═══ Data extracts ═══

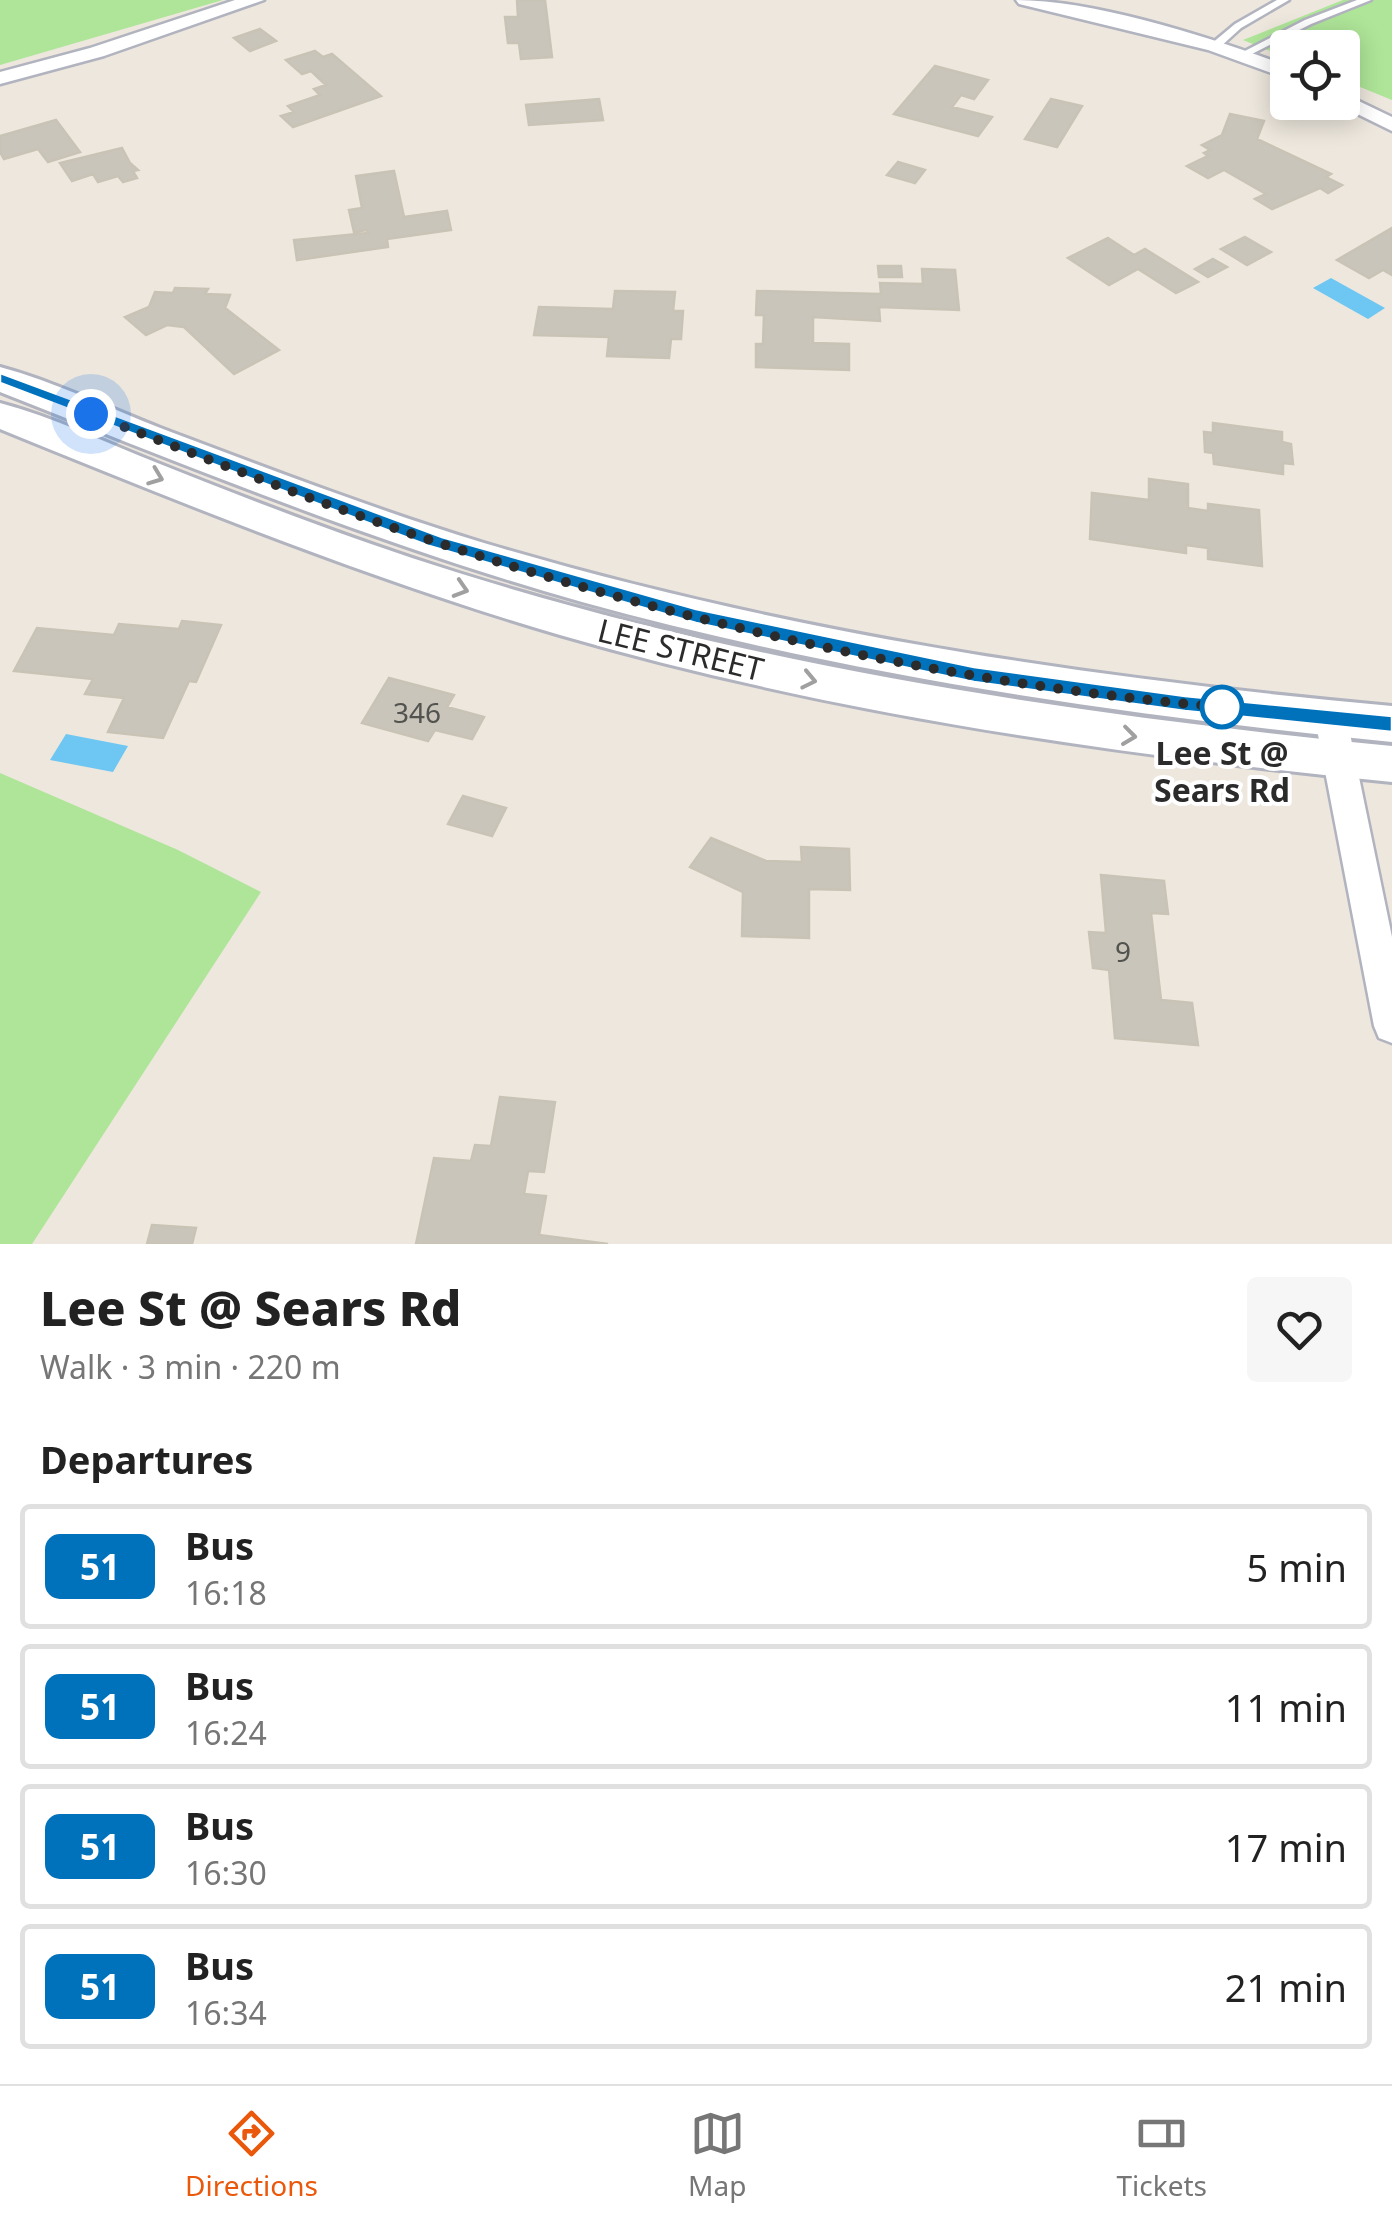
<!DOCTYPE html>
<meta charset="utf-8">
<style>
body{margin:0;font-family:"Noto Sans",sans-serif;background:#f6f6f6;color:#222;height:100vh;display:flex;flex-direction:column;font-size:38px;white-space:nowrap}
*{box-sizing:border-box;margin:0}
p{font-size:32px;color:#767676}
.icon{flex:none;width:55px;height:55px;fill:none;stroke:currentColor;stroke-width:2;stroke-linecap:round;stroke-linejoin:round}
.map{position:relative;height:1244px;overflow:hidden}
.sheet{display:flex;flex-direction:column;background:#fff;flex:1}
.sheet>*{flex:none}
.badge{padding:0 20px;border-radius:15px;font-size:35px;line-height:65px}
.controls{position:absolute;left:1270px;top:30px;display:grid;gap:20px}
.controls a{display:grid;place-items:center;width:90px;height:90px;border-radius:10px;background:#fff;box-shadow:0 5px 25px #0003;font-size:50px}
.you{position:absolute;width:50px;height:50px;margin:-25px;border:8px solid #fff;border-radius:50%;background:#1a73e8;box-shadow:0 0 0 15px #1a73e833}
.map>.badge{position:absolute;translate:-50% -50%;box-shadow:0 0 0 5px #fff}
h2{padding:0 40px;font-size:38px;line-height:90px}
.round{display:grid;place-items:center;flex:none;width:105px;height:105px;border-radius:10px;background:#f6f6f6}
.overview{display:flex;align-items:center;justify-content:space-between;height:170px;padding:0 40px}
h1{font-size:48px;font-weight:800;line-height:75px}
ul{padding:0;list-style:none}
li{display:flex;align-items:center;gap:30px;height:125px;margin:0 20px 15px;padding:0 20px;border:5px solid #e0e0e0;border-radius:10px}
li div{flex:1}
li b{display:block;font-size:38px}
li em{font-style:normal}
li .badge{min-width:110px;font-weight:700;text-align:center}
.dock{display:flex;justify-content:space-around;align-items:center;height:140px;border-top:2px solid #e0e0e0;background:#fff;font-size:28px;color:#767676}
.dock a{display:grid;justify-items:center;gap:5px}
.dock .active{color:#ea580c}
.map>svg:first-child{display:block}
.green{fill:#aee598}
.water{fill:#6dc7f2}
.building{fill:#c9c5bb;stroke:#c9c3b6;stroke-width:2.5}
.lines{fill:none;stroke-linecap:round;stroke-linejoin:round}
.lane-casing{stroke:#b1b3bf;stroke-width:5}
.street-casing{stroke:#b1b3bf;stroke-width:5}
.secondary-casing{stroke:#b1b3bf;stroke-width:6}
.lane{fill:#fff;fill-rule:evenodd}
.street{fill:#fff;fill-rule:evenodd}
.secondary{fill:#fff;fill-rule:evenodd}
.oneway{stroke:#a0a0a0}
.line{fill:#0072bc;stroke:#fff;stroke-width:2.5}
.walk{stroke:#2b2b2b;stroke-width:10;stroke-dasharray:0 18}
.stop-dot{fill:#fff;stroke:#0072bc;stroke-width:5}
.labels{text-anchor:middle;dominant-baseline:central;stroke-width:8;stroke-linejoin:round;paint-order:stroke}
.number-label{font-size:28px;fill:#52524f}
.street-label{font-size:32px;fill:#2b2b2b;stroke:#fff}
.stop-label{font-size:32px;font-weight:bold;fill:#2b2b2b;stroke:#fff}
</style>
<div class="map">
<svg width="1392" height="1244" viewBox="0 0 1392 1244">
<rect width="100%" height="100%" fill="#ede7dd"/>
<path class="green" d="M0,0H223L0,65Z
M1343,0H1392V100L1343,80L1342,48H1288L1287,58L1243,40Z
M0,773L178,850L261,892L32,1244H0Z"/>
<path class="water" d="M1331,278L1385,308L1368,319L1313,288Z
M66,734L128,746L113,772L50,760Z"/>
<path class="building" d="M517,0H545L552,57L521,59L519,43H508L505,17H518Z
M260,29L276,41L250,51L234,38Z
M315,51L323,57L332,54L381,96L293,127L281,116L294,112L288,106L320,95L314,89L326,85L311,71L302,74L286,60Z
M935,66L988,80L974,99L961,95L952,107L992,117L978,136L894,114Z
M599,99L603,120L529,125L526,105Z
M1051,99L1082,106L1057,147L1025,139Z
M1230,114L1264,121L1257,139L1331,174L1326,177L1342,185L1328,193L1320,188L1272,209L1255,199L1266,194L1224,170L1208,178L1187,166L1208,156L1204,153L1210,150L1202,145L1222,135Z
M56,120L80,152L48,162L38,149L4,159L0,152V136Z
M122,148L130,163L138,170L133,171L137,178L123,182L118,176L98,182L93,174L72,181L60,163Z
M898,162L925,170L915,183L887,175Z
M394,171L404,217L447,211L451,230L387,239L388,247L297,260L294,240L368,233L367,230L354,232L349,210L362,208L356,176Z
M1392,228V275L1383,270L1369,278L1337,260Z
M1245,237L1271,252L1247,265L1221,249Z
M1108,238L1134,255L1145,249L1198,282L1176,293L1138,269L1109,285L1068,258Z
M1213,259L1227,267L1208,277L1195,269Z
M878,266H901L902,277H879Z
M922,269L955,270L959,310L879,307L880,321L813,317V343L849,344V370L756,367V344H763L764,315H756L757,291L881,294L880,283L923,284Z
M175,288L208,289L205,294L230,295L225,308L279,350L234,374L184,327L167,325L146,335L125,317L149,307L155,292L173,293Z
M615,291L675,292L673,311H683L681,339H671L669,358L607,356L609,337L534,335L539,307L613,309Z
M1213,423L1282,432V442L1291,444L1293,464L1283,463V474L1214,464L1213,453L1205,452L1204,432L1213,433Z
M1149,479L1188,484V508L1208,511V504L1259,510L1262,566L1208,559V548L1186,545V553L1090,539L1092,493L1149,500Z
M182,621L221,625L196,682L189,681L163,738L108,732L124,698L85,694L93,679L14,671L37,628L114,635L119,624L179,629Z
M389,678L454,695L447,707L484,717L472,739L435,730L428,741L362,723Z
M463,796L506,808L492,836L448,824Z
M711,838L766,861L802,862L801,847L849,849L850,890L809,889V938L742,936L743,892L690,867Z
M1101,875L1164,881L1168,914L1151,913L1161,1000L1192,1003L1198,1045L1115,1038L1109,970L1093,968L1089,932L1106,933Z
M500,1097L555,1102L544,1172L528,1171L524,1194L546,1196L539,1235L608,1244H416L434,1158L471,1161L475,1145L491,1146Z
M152,1225L196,1228L192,1244H147Z"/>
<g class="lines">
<defs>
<path id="lane" d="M1277,0H1289L1241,28L1219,48H1211V44L1235,24Z
M1357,0H1371L1311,24L1248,56L1239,54L1305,20Z"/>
<path id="street" d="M235,0H264L104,56L0,84V72L90,48Z
M1016,0C1096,0 1212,38 1288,66V79L1208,50L1019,4Z
M1342,93L1392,117V131L1335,103L1342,102Z
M1331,707L1342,710L1347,719L1392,937V1043L1379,1038L1374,1026L1315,719L1320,710Z"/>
<path id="secondary" d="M0,367C55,382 109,408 163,429C269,469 376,510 484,543C781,632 1084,678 1392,706V742C1118,715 848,675 582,602C383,546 192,468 0,392Z
M0,403C53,417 104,442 155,462C255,502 356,541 459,573C763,668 1076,715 1392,746V782C1111,754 832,714 560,635C369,579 184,504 0,429Z"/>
</defs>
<use href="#lane" class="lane-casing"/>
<use href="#street" class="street-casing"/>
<use href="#secondary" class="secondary-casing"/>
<use href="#lane" class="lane"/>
<use href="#street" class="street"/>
<use href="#secondary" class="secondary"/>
</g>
<defs><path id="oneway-chevron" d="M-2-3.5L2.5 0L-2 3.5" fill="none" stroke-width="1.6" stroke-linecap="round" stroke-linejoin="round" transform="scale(2.5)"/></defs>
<g class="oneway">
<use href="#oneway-chevron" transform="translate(156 477) rotate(21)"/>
<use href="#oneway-chevron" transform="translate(461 589) rotate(17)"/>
<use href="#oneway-chevron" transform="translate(809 680) rotate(12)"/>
<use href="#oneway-chevron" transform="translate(1129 736) rotate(7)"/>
</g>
<path class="line" d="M0,373L442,537L696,609L974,667L1185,696L1392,716V732L1185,711L974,682L696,623L429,546L0,383Z"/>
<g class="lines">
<path class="walk" d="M91,414C216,462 340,512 467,552C708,629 970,686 1222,707"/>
</g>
<circle class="stop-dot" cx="1222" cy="707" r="20"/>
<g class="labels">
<g class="number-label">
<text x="417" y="712">346</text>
<text x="1123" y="951">9</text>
</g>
<g class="street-label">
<text transform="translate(681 649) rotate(14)">LEE STREET</text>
</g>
<g class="stop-label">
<text x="1222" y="752">Lee St @<tspan x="1222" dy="37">Sears Rd</tspan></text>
</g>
</g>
</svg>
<div class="controls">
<a><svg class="icon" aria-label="locate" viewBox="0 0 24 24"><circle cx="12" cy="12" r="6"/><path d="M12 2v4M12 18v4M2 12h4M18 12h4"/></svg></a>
</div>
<div class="you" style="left:91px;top:414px"></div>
</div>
<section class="sheet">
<div class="overview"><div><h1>Lee St @ Sears Rd</h1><p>Walk · 3 min · 220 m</p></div><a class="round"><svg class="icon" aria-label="heart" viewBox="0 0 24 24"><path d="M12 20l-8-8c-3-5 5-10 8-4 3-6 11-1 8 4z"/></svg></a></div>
<h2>Departures</h2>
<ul>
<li><span class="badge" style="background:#0072bc;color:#fff">51</span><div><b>Bus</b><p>16:18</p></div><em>5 min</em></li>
<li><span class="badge" style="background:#0072bc;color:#fff">51</span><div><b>Bus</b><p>16:24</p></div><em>11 min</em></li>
<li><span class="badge" style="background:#0072bc;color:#fff">51</span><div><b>Bus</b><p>16:30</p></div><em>17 min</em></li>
<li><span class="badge" style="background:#0072bc;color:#fff">51</span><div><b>Bus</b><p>16:34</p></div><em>21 min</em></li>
</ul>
</section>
<nav class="dock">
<a class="active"><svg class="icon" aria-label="directions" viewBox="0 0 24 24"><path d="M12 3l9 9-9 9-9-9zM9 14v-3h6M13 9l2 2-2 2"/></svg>Directions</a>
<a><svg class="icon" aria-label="map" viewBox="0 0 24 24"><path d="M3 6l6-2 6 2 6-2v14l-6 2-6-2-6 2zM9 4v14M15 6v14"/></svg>Map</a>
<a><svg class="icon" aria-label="tickets" viewBox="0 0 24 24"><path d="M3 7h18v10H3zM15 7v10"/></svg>Tickets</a>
</nav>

═══

§ **Task directions**
Please copy out each line of the data in which the word "evenodd" occurs.

§ **Answer for this exercise**
.lane{fill:#fff;fill-rule:evenodd}
.street{fill:#fff;fill-rule:evenodd}
.secondary{fill:#fff;fill-rule:evenodd}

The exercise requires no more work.